To underline feasibility, the article notes the author's company is developing these systems and cites international activity: Ocean Infinity in the United States and Britain and Kongsberg in Norway are named as working on related maritime autonomous capabilities. The United States' Defense Innovation Unit is also referenced; in early March it issued a challenge for Autonomous Low-Profile Vessels to resupply widely dispersed units in contested littoral environments.
Australia's fleet choices: shipbuilding limits, vessels of opportunity, and the Maritime Autonomous Systems Unit
The article stresses that Australia faces a shipbuilding capacity constraint but has access to vessels. It recommends using "vessels of opportunity" — commercial craft, workboats and decommissioned naval ships — as a latent logistics network that can be rapidly adapted with autonomy software. Canberra's Defence is encouraged to test concepts quickly. Supporting this shift, the Royal Australian Navy has "formally stood up the Maritime Autonomous Systems Unit," the piece notes, and landing-craft program acceleration is cited as reflecting renewed focus on littoral manoeuvre and distributed sustainment.

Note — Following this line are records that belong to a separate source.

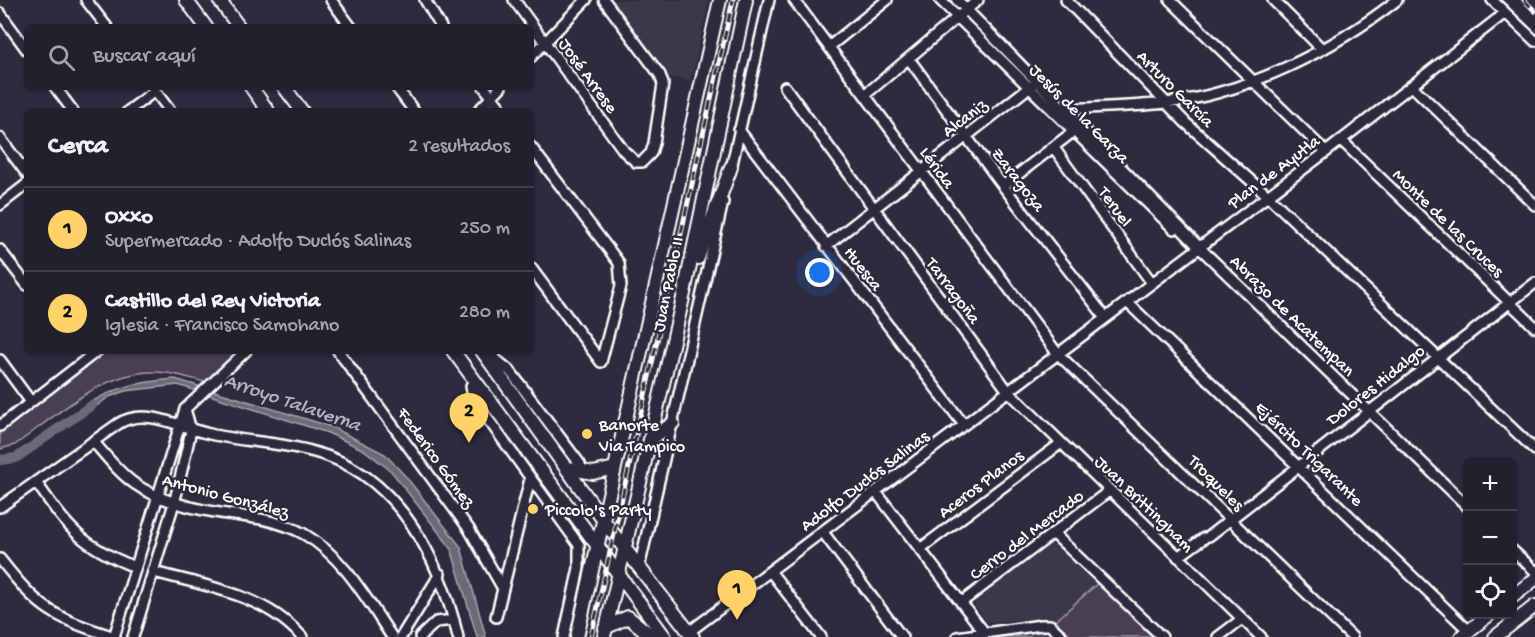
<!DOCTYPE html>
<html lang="es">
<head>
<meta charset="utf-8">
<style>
	:root { --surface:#23202e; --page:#2b2836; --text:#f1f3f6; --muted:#a3a3aa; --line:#403e4a; --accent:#ffd166 }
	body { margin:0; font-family:"Gochi Hand",sans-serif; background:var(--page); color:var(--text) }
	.controls { position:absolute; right:18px; bottom:18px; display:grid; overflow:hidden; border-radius:9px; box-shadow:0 2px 4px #0004 }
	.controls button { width:54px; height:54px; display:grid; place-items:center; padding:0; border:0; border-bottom:2px solid var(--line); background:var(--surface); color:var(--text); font:30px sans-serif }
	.you { position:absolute; left:820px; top:273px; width:21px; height:21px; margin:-15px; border:4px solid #fff; border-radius:50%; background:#1a73e8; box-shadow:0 0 0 9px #1a73e833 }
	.badge { display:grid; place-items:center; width:39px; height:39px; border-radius:50%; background:var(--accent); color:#111; font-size:20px; font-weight:700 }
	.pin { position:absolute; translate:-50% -50px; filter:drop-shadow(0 2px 3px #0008) }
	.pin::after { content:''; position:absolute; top:32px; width:21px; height:18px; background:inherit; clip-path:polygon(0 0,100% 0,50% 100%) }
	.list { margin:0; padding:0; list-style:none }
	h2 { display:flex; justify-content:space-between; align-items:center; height:78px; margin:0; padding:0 24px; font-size:26px }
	h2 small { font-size:20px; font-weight:400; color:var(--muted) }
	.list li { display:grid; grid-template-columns:39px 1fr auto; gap:18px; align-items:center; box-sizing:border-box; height:84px; padding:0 24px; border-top:2px solid var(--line) }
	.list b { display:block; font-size:22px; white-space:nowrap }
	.list p { margin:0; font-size:20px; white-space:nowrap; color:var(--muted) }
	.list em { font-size:20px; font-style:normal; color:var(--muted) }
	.icon { flex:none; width:33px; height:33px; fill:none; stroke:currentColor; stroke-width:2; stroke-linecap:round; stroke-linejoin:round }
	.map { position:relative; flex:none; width:1535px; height:637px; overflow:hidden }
	.search { position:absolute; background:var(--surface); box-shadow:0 2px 4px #0004; left:24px; top:24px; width:510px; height:66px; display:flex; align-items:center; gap:15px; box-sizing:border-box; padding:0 21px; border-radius:9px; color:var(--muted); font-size:22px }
	.panel { position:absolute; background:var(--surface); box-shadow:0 2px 4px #0004; left:24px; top:108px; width:510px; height:246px; border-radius:9px }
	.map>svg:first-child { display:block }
</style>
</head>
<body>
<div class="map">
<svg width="1535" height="637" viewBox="0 0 1535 637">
	<rect width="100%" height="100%" fill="#2f2a3d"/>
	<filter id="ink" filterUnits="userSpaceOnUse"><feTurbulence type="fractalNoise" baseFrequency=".0167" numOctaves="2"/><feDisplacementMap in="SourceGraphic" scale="12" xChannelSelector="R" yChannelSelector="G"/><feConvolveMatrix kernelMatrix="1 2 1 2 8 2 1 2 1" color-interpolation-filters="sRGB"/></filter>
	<g filter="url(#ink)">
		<path fill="#3c3749" d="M610,0H709L691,80L667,77Z
			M1048,545H1055L1096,585L1055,622L1045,619L987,622L975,606V602Z"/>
		<path fill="#464152" stroke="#a2a0a8" stroke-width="1.5" d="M107,351H238L205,382C189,378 172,372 155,372C102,371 56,416 15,445L0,449V432Z
			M1098,583L1154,637H1065L1053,623Z
			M1042,630L1054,632L1059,637H981Z"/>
		<path fill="#6d6a77" stroke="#a7a6ad" stroke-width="1.5" d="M175,379L332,427L385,454L407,478L461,547L486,637H477L451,548L391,471L364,450L328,433L178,385L125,391L109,397L84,415L80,409C113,387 136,382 175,379Z"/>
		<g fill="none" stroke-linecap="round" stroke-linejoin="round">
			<path stroke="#6d6a77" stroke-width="10" d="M0,460L16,458L92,405"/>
			<g stroke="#fff" stroke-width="14">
				<path id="minor" d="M86,0L107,27
					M331,0L351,27
					M425,0L441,27
					M514,0L624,151L636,162H642L651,153L654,143L663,84L660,75L604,0
					M794,0L1057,353L1352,637
					M940,0L1174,229
					M957,0L1199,247L1468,507
					M1066,0L1186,123L1267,195L1535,450
					M1170,0L1326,152
					M1273,0L1322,49
					M1492,0L1535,41
					M0,13L27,50
					M830,46L887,0
					M531,57L586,0
					M909,59L1003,186L1105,317
					M1412,86L1535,205
					M55,87L73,111
					M152,87L170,111
					M396,87L414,111
					M484,87L503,111
					M785,87L1008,391L1261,637
					M866,94L978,0
					M1064,109C1097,107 1131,107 1165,103C1244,95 1335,49 1397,0
					M128,111L155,91
					M478,111L501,87
					M739,130L964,425
					M0,138L27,174
					M1341,140L1535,327
					M531,147L619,263L621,286L601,362
					M1054,148L1152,283
					M730,173L769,0
					M1003,186L1074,131
					M0,205L27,184
					M826,246L1032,85
					M0,250L27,285
					M531,268L601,362
					M1127,302L1469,631
					M338,351L469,529L502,587
					M488,353L510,371L580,464L582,472
					M0,360L31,402
					M474,379L471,386L472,392L490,422L579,545V568L564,637
					M0,426L97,351
					M93,441C106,456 119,473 135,484C161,502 203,511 234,515C258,518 283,522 304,534C344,557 367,600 392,637
					M36,482C68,528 81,546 135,567
					M876,492L984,632
					M0,507L118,424C146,406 180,428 210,434C244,442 280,442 314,452C398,474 440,559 458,637
					M822,531L902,637
					M1053,533L1162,637
					M1209,536L1535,283
					M920,549L1060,444
					M1512,550L1535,571
					M1178,557L1204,538
					M0,559C40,610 54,618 115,637
					M639,568L723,202
					M770,571L821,637
					M154,572C206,586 264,594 302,637
					M962,602L1109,491
					M496,617L530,479
					M689,632L1326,152L1505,13
					M114,637L185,409L246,351
					M133,637L175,500L187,448L191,430L185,409
					M401,637L440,574
					M420,637L436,622L454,620
					M957,637L1041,625H1050L1063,637
					M1218,637L1242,619"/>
			</g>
			<g stroke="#fff" stroke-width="16">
				<path id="major" d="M186,0L206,27
					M219,0L239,27
					M251,87L268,111
					M284,87L302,111
					M698,258L731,167
					M453,351L665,637
					M482,351L612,532L693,637
					M650,440L673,423
					M568,468L593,473L615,468
					M1512,597L1535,579
					M605,628L628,617L653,637
					M577,637L720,0
					M604,637L683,298L746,0
					M1461,637L1490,614
					M1495,637L1535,606"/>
			</g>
			<use href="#minor" stroke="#2f2a3d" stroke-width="9"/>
			<use href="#major" stroke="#2f2a3d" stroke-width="12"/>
			<g stroke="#fff" stroke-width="5">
				<path id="rail" d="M1524,0L1535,11
					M591,637L733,0"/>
			</g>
			<use href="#rail" stroke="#2f2a3d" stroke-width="3" stroke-dasharray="9" stroke-linecap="butt"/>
		</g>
	</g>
	<g fill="#ffd166" stroke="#2f2a3d" stroke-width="2">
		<circle cx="587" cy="434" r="6"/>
		<circle cx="533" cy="509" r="6"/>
	</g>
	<g text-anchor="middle" stroke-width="5" stroke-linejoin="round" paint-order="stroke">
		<g font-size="18" fill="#fff" stroke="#2f2a3d">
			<text transform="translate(589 75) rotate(54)" y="6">José Arrese</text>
			<text transform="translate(1176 88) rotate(45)" y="6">Arturo García</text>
			<text transform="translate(1080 113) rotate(45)" y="6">Jesús de la Garza</text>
			<text transform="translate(964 117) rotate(-37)" y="6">Alcaniz</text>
			<text transform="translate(938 167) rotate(54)" y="6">Lérida</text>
			<text transform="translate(1273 171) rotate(-37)" y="6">Plan de Ayutla</text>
			<text transform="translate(1019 179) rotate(52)" y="6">Zaragoza</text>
			<text transform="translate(1116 206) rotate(54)" y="6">Teruel</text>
			<text transform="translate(1449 222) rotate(44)" y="6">Monte de las Cruces</text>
			<text transform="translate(864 268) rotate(52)" y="6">Huesca</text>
			<text transform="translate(667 284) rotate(-78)" y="6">Juan Pablo II</text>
			<text transform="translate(954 290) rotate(53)" y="6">Tarragoña</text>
			<text transform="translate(1293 315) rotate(44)" y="6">Abrazo de Acatempan</text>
			<text transform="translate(1375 384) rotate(-38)" y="6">Dolores Hidalgo</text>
			<text transform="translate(1310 453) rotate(44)" y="6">Ejército Trigarante</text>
			<text transform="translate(437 457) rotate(54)" y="6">Federico Gómez</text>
			<text transform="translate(864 480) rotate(-37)" y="6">Adolfo Duclós Salinas</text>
			<text transform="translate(1217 482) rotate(45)" y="6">Troqueles</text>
			<text transform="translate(980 483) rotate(-37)" y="6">Aceros Planos</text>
			<text transform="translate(226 495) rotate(15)" y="6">Antonio González</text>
			<text transform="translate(1145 503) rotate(44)" y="6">Juan Brittingham</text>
			<text transform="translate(1026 534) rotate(-37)" y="6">Cerro del Mercado</text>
		</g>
		<g font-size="18" fill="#fff" stroke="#2f2a3d" text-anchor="start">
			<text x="599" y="430">Banorte<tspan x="599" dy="21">Via Tampico</tspan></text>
			<text x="545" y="515">Piccolo's Party</text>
		</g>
		<g font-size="20" font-style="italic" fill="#b6b4bb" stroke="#2f2a3d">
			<text transform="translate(293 401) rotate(19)" y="7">Arroyo Talaverna</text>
		</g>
	</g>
</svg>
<div class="controls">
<button>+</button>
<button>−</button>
<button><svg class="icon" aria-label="locate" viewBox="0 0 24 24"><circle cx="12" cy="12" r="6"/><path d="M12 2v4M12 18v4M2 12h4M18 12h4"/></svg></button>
</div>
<div class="you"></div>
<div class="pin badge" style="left:737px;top:620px">1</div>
<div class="pin badge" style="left:469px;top:443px">2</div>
<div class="search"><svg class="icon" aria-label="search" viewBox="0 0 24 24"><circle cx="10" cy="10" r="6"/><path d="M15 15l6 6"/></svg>Buscar aquí</div>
<section class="panel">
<h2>Cerca<small>2 resultados</small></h2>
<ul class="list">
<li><span class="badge">1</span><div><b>Oxxo</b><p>Supermercado · Adolfo Duclós Salinas</p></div><em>250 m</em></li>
<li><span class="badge">2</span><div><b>Castillo del Rey Victoria</b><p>Iglesia · Francisco Samohano</p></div><em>280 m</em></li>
</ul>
</section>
</div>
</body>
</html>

How technologists, policymakers, and the Royal Australian Navy are implicated
- Technologists and security teams: The article points to a practical, phased pathway — hybrid, remote and full autonomy — and suggests rapid integration is possible by retrofitting existing vessels with autonomy software. It frames mine warfare, surveillance and logistics as near-term use cases already seeing autonomous deployment.
- Policymakers and regulators: Doctrine, force design and regulatory frameworks must evolve alongside technology, the author argues. Training, assurance and command structures require adaptation to manage hybrid and autonomous operations, and partnerships across the Indo-Pacific are presented as essential to scale capability.
- The Royal Australian Navy and Defence: The piece presents an operational imperative — extend recent investment in landing craft into autonomy-enabled logistics to close the gap between ship and shore — and highlights institutional steps already taken, notably the creation of the Maritime Autonomous Systems Unit.
The central prescription is concrete: move logistics away from a few large, exposed platforms and toward a distributed, software-enabled fleet that can be scaled quickly by converting vessels of opportunity. The article closes by urging a phased approach across hybrid, remote and autonomous operations and by stressing that this is not about replacing existing vessels but augmenting them to provide options and reduce risk. The next step, the author argues, is to extend landing‑craft thinking into autonomy‑enabled logistics, particularly in the gap between ship and shore.